Outline of Final Research Achievements

We found that ADAR1 was highly expressed in esophageal squamous cell carcinoma (ESCC). Knockdown of ADAR1 suppressed cell proliferation. Comprehensive analysis using microarrays suggested that ADAR1 may suppress the immune response and apoptosis and contribute to the survival of cancer cells. In ADAR1 knockdown cells, the binding between the target genes and cancer stimulating RBPs (csRBPs) were increased/decreased and then the amounts of mRNAs were altered.
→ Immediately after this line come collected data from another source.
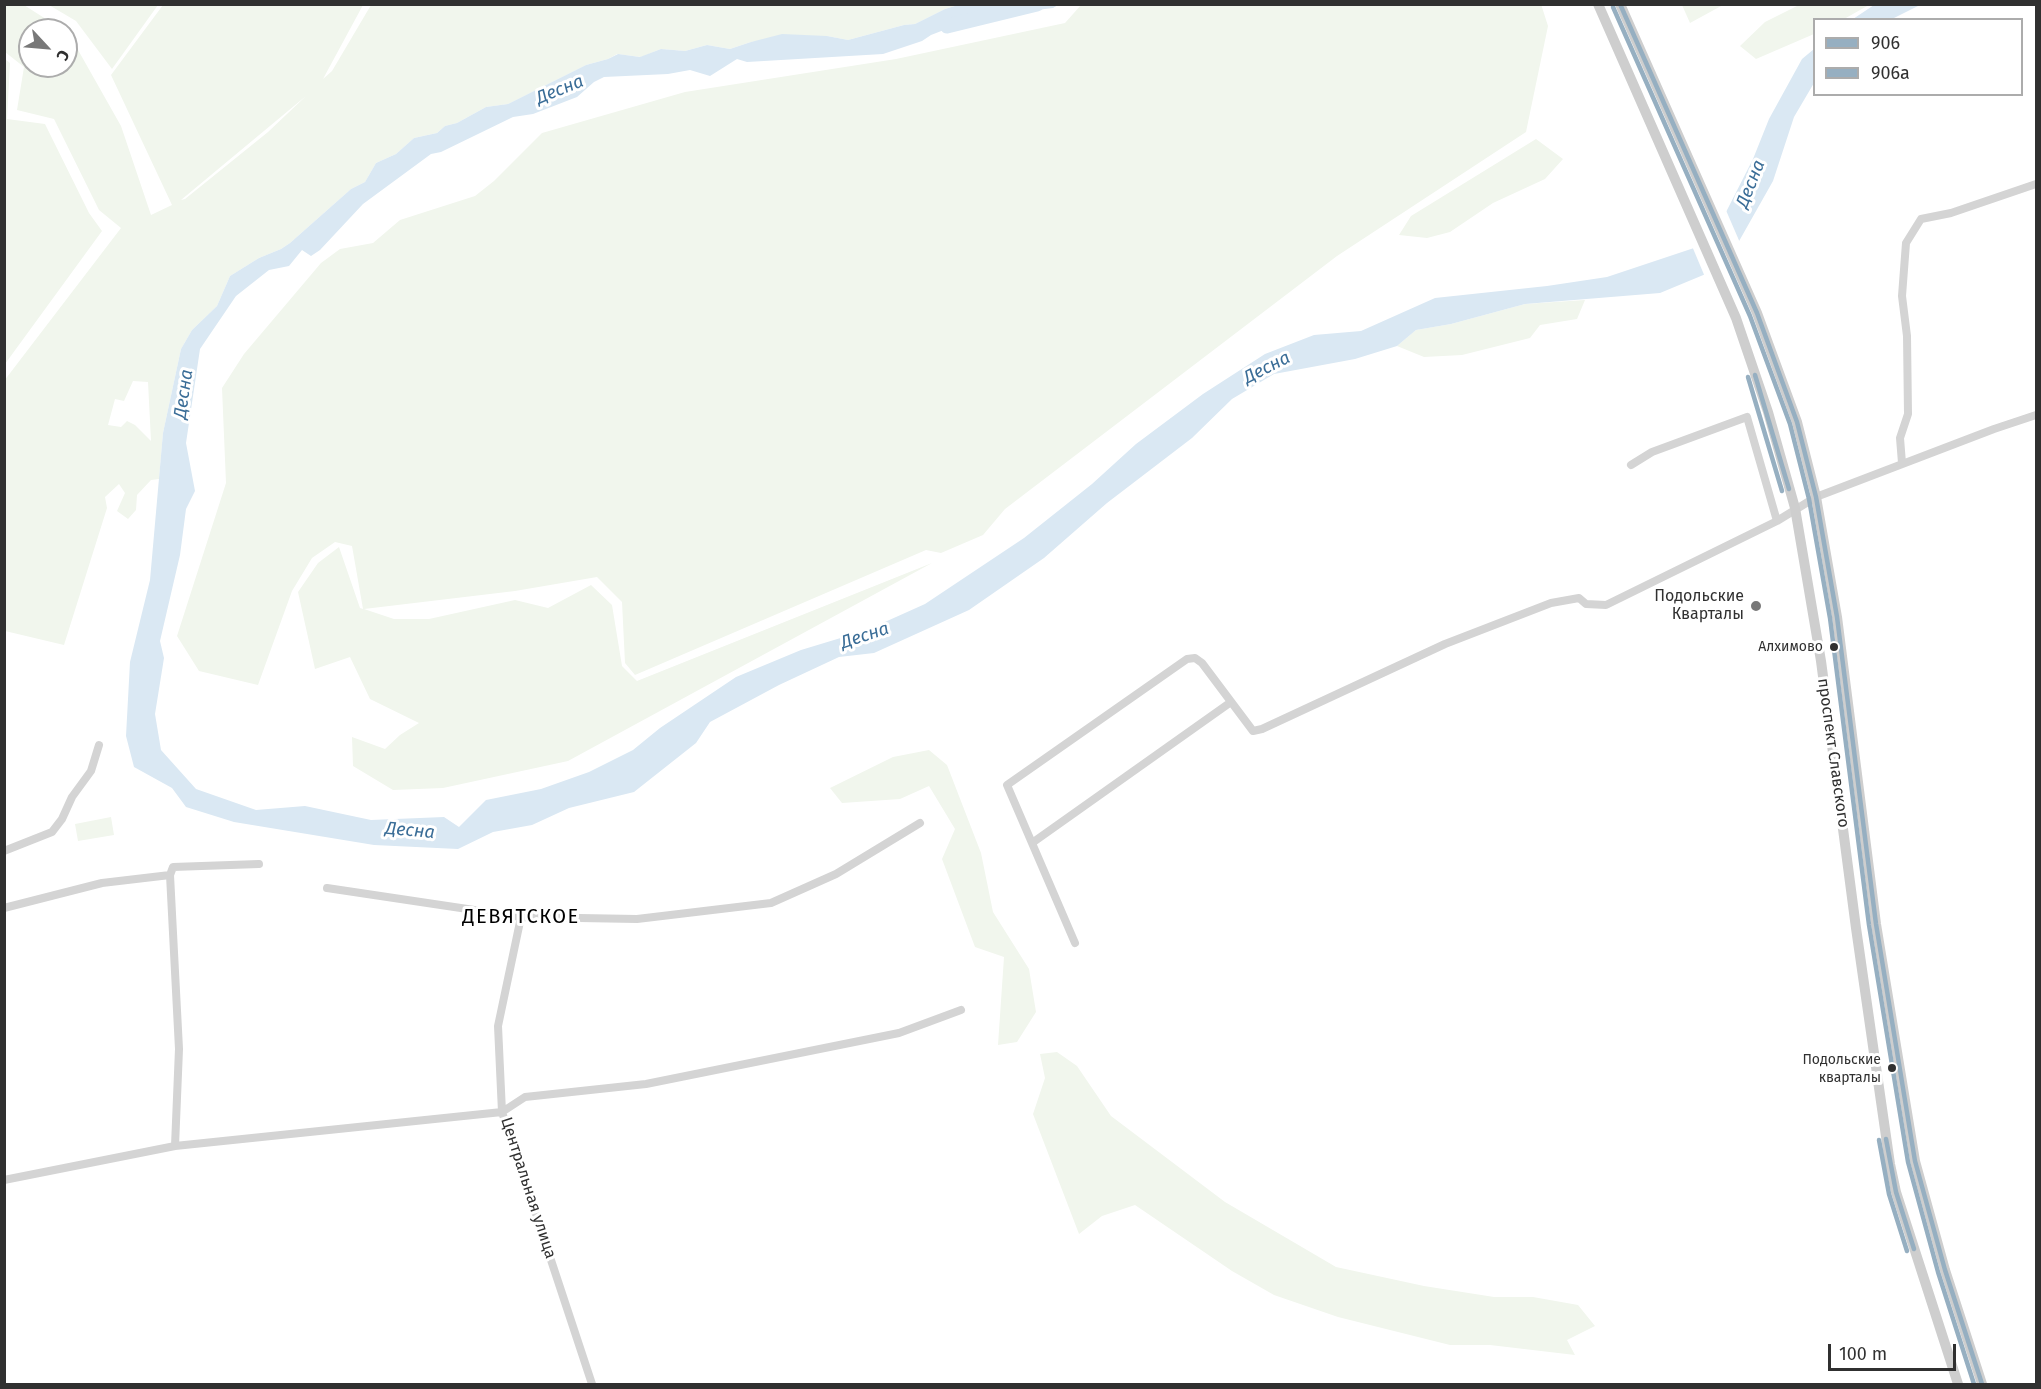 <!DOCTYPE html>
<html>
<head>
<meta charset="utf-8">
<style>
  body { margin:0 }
  #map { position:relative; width:2041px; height:1389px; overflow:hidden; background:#fff; font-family:"Fira Sans",sans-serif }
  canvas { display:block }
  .frame { position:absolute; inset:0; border:6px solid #303030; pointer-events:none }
  .legend { position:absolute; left:1813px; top:18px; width:210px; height:78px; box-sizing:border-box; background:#fff; border:2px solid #acacac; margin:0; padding:8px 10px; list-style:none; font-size:18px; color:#303030 }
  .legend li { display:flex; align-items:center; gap:12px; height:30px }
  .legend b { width:30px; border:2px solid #acacac }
  .north { position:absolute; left:18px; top:18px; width:60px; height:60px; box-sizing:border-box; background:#fff; border:2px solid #acacac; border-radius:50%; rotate:116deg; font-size:16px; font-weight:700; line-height:24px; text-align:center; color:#303030 }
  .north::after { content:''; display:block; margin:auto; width:21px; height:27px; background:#787878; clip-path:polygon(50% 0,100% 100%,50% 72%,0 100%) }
  .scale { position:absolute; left:1828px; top:1344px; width:128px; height:27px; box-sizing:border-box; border:3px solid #303030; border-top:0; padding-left:8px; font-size:18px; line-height:21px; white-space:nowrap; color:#303030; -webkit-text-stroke:4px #fff; paint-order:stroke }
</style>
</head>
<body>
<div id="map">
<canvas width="2041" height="1389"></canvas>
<div class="frame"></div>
<ul class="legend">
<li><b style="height:8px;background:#96afc1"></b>906</li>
<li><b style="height:8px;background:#96afc1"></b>906а</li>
</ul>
<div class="north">С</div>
<div class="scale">100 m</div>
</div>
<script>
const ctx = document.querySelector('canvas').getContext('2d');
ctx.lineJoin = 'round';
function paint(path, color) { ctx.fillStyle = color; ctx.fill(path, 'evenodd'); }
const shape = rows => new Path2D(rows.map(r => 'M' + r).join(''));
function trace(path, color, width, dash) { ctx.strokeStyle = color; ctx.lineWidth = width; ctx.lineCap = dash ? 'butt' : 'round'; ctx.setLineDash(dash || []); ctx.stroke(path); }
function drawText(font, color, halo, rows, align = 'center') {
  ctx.font = font + ' "Fira Sans",sans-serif'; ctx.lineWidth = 6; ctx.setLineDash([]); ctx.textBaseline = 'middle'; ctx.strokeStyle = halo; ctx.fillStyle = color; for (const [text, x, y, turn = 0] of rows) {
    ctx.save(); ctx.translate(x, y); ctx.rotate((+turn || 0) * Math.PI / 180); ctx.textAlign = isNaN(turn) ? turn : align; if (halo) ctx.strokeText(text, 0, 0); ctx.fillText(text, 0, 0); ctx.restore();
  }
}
paint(shape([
  [1801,4,1869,5,1844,19,1814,20,1814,34,1756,59,1740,46,1765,22],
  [5,5,24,5,63,30,30,30,30,66,66,66,66,32,69,34,121,126,151,215,172,205,111,75,163,5,363,5,323,79,332,71,371,5,958,5,945,9,915,24,904,25,848,40,827,36,751,42,730,49,707,45,685,51,661,49,641,57,617,54,608,59,586,65,508,104,486,107,457,123,445,126,437,133,414,138,396,154,376,163,365,182,351,189,290,243,281,249,259,258,230,276,217,306,192,330,181,349,163,433,159,479,151,480,137,495,136,510,128,519,117,511,125,493,119,484,105,497,107,508,64,645,5,631,4,381,121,228,99,210,54,119,17,110,24,67,5,52],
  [306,96,268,132,185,199,181,200],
  [133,381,148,382,151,441,135,425,127,421,121,427,108,425,115,399,124,401],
  [49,5,158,5,112,69,76,21],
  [1081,5,1541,4,1548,26,1526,132,1337,256,1005,509,983,535,941,553,926,550,635,675,625,663,622,602,597,577,515,591,364,609,394,619,429,619,515,600,548,608,591,585,612,605,622,666,637,681,932,563,568,761,443,788,393,790,353,766,352,737,385,749,400,735,419,723,370,699,350,657,315,669,298,592,318,563,339,547,360,608,363,609,352,546,335,542,312,558,292,591,258,685,199,671,177,636,226,483,222,388,244,354,321,263,340,249,373,243,400,220,475,196,494,181,542,133,685,92,896,59,1065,23],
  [1682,5,1723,5,1690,23],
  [5,59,10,63,7,119,45,124,89,213,102,231,5,364],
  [1536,139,1563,159,1545,179,1493,203,1450,232,1427,238,1399,235,1411,216],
  [1585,300,1577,319,1540,325,1530,338,1462,355,1424,357,1397,346,1416,330,1451,324,1525,304],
  [929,750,947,765,981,853,993,912,1029,969,1036,1012,1017,1042,998,1045,1004,957,975,947,942,859,955,829,929,786,900,799,842,803,830,788,893,757],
  [111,817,114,835,78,841,75,824],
  [1057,1052,1077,1066,1111,1116,1225,1202,1336,1267,1424,1286,1494,1297,1533,1297,1578,1305,1595,1326,1567,1340,1575,1355,1490,1345,1450,1345,1338,1317,1274,1295,1232,1271,1135,1205,1102,1216,1079,1234,1033,1114,1045,1078,1040,1054]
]), '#f1f6ed');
paint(shape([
  [958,5,1058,5,1053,8,996,15,985,14,931,35,922,41,883,54,747,62,737,59,710,76,690,70,668,74,604,77,594,82,577,97,533,114,513,117,441,152,431,154,363,204,320,250,311,256,302,250,289,266,269,270,236,296,200,349,186,443,195,491,186,509,180,555,160,641,164,658,155,714,161,750,196,789,256,810,305,806,371,820,444,817,459,827,486,800,541,789,589,772,633,750,660,728,736,677,801,650,867,630,925,604,1024,538,1092,484,1136,444,1203,394,1265,354,1314,335,1361,331,1435,298,1547,286,1607,277,1697,247,1724,216,1753,159,1769,119,1802,59,1814,49,1814,83,1794,117,1773,181,1725,266,1660,293,1525,304,1451,324,1416,330,1397,346,1355,359,1274,374,1232,399,1192,438,1107,503,1044,558,969,610,874,653,839,657,779,685,710,722,696,743,634,792,569,808,532,825,493,832,458,849,374,845,234,822,186,807,172,788,134,767,126,736,130,662,150,580,163,433,181,349,192,330,217,306,230,276,259,258,281,249,290,243,351,189,365,182,376,163,396,154,414,138,437,133,445,126,457,123,486,107,508,104,586,65,608,59,618,54,640,57,661,49,685,51,707,45,730,49,751,42,782,34,827,36,848,40,904,25,915,24,945,9],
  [1874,5,1874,4,1920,5,1892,19,1853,19]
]), '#dae8f3');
paint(shape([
  [1725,208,1741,245,1727,268,1705,277,1692,246,1695,245,1721,214]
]), '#fff');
trace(shape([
  [947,26,1037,4]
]), '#dae8f3', 15);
trace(shape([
  [1902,463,1900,438,1908,414,1907,336,1902,296,1906,243,1921,219,1951,213,2036,184],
  [1631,465,1652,452,1747,417,1777,521],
  [1032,843,1231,702],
  [4,851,52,832,62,819,72,797,91,771,99,745],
  [170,875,173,867,259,864],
  [327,888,521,917,637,919,771,903,836,874,920,823],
  [4,908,102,883,170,875,179,1049,175,1146,502,1112,525,1097,646,1084,899,1033,961,1010],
  [521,917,498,1026,502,1112,592,1384],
  [1075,943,1007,785,1187,659,1195,658,1202,663,1253,731,1262,729,1445,644,1551,603,1579,598,1586,604,1606,605,1777,521,1816,497,1994,429,2036,415],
  [4,1180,175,1146]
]), '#d4d4d4', 8);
trace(shape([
  [1598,4,1736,318,1768,412,1795,508,1821,661,1856,928,1890,1164,1896,1192,1958,1384],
  [1620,4,1757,313,1797,422,1816,497,1837,617,1876,924,1915,1161,1945,1270,1982,1384]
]), '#cecece', 10);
trace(shape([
  [1620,4,1757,313,1797,422,1816,497,1837,617,1876,924,1915,1161,1945,1270,1982,1384],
  [1755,375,1789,489],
  [1886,1139,1896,1192,1914,1249]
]), '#96afc1', 4.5);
trace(shape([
  [1613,7,1750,316,1790,424,1809,499,1830,618,1869,925,1908,1162,1938,1272,1974,1384],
  [1748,377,1782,491],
  [1879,1140,1889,1194,1907,1251]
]), '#96afc1', 4.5);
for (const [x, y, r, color] of [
  [1756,606,6,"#787878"],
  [1834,647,5,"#303030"],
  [1892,1068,5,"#303030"]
]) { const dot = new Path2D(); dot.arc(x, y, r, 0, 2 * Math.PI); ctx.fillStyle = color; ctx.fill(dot); trace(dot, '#fff', 2); }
drawText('14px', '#303030', '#fff', [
  ["Алхимово",1823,647],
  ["Подольские",1881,1060],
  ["кварталы",1881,1078]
], 'right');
drawText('16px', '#303030', '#fff', [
  ["Подольские",1744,597],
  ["Кварталы",1744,615]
], 'right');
drawText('16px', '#303030', '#fff', [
  ["проспект Славского",1833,753,82],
  ["Центральная улица",528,1188,72]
]);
drawText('italic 18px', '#3a6d97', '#fff', [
  ["Десна",560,90,-22],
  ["Десна",1751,184,-68],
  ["Десна",1267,368,-27],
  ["Десна",184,394,-82],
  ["Десна",865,636,-18],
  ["Десна",410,831,5]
]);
ctx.letterSpacing = '1.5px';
drawText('20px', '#000', '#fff', [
  ["ДЕВЯТСКОЕ",521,917]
]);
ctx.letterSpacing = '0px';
</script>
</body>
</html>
These results suggested that ADAR1 may cause A-to-I RNA editing in the 3’UTR of mRNAs that control cell growth, infiltration, and cancer immunity, and regulate association between csRBP and target mRNAs. In conclusion, ADAR1 may be a hub factor that induces disruption of the post-transcriptional regulatory mechanism in ESCC cells.

Free Research Field

RNA生物学

Academic Significance and Societal Importance of the Research Achievements

これまで、RNA編集異常の病態への関与は、神経変性疾患や精神疾患、一部の希少疾患で報告されているが、これらの分子機構は不明である。癌組織は正常組織に比べRNA編集活性が亢進しており、癌特異的なRNA編集パターンが見られることから、RNA編集不全と発癌との関連性が示唆されているが、癌特異的なRNA編集のほとんどが非翻訳領域に集中しており、機能予測が困難なことから、これらを直接結びつける分子機構の解明には至っていない。本研究結果は、食道癌におけるRBPが作る大きな機能モジュール内でのRNA編集の生物学的意義解明の端緒となる。